Task to carry out — The whole listing is to be given again without alteration, except that its pictures are dropped.

Recorded data —
□ □ □ □
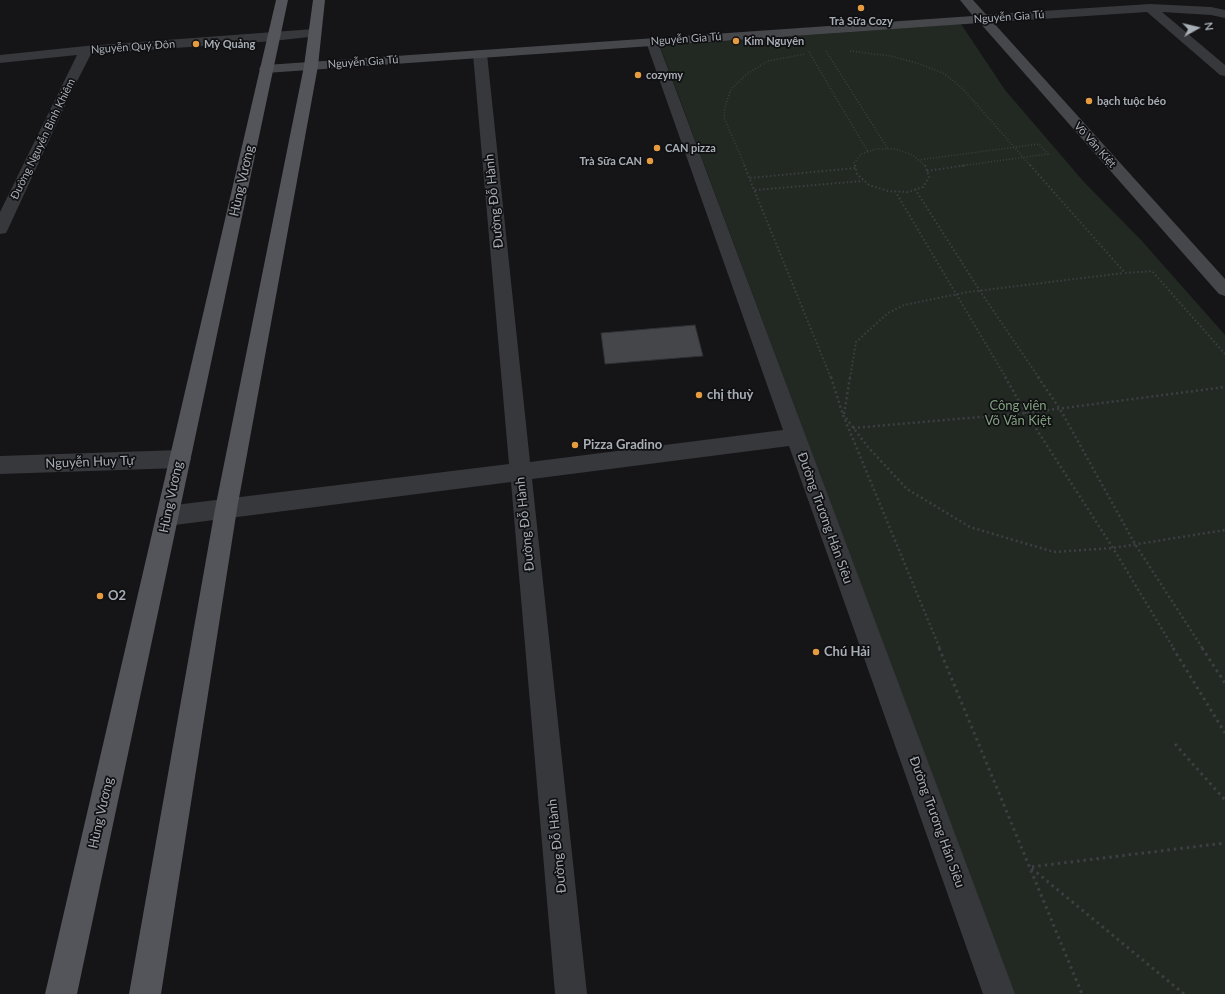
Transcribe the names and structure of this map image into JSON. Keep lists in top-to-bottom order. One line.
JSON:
{"streets":{"main road":["Hùng Vương"],"street":["Nguyễn Gia Tú","Nguyễn Quý Đôn","Đường Nguyễn Bỉnh Khiêm","Võ Văn Kiệt","Đường Đỗ Hành","Nguyễn Huy Tự","Đường Trương Hán Siêu"]},"crossings":[["Nguyễn Gia Tú","Võ Văn Kiệt"],["Nguyễn Gia Tú","Hùng Vương"],["Nguyễn Gia Tú","Đường Đỗ Hành"],["Nguyễn Gia Tú","Đường Trương Hán Siêu"],["Nguyễn Quý Đôn","Đường Nguyễn Bỉnh Khiêm"],["Nguyễn Quý Đôn","Hùng Vương"],["Hùng Vương","Nguyễn Huy Tự"]],"parks":["Công viên Võ Văn Kiệt"],"places":["Trà Sữa Cozy","Kim Nguyên","Mỳ Quảng","cozymy","bạch tuộc béo","CAN pizza","Trà Sữa CAN","chị thuỳ","Pizza Gradino","O2","Chú Hải"],"north":"right"}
□ □ □ □
Result —
Transcribe the names and structure of this map image into JSON. Keep lists in top-to-bottom order. One line.
JSON:
{"streets":{"main road":["Hùng Vương"],"street":["Nguyễn Gia Tú","Nguyễn Quý Đôn","Đường Nguyễn Bỉnh Khiêm","Võ Văn Kiệt","Đường Đỗ Hành","Nguyễn Huy Tự","Đường Trương Hán Siêu"]},"crossings":[["Nguyễn Gia Tú","Võ Văn Kiệt"],["Nguyễn Gia Tú","Hùng Vương"],["Nguyễn Gia Tú","Đường Đỗ Hành"],["Nguyễn Gia Tú","Đường Trương Hán Siêu"],["Nguyễn Quý Đôn","Đường Nguyễn Bỉnh Khiêm"],["Nguyễn Quý Đôn","Hùng Vương"],["Hùng Vương","Nguyễn Huy Tự"]],"parks":["Công viên Võ Văn Kiệt"],"places":["Trà Sữa Cozy","Kim Nguyên","Mỳ Quảng","cozymy","bạch tuộc béo","CAN pizza","Trà Sữa CAN","chị thuỳ","Pizza Gradino","O2","Chú Hải"],"north":"right"}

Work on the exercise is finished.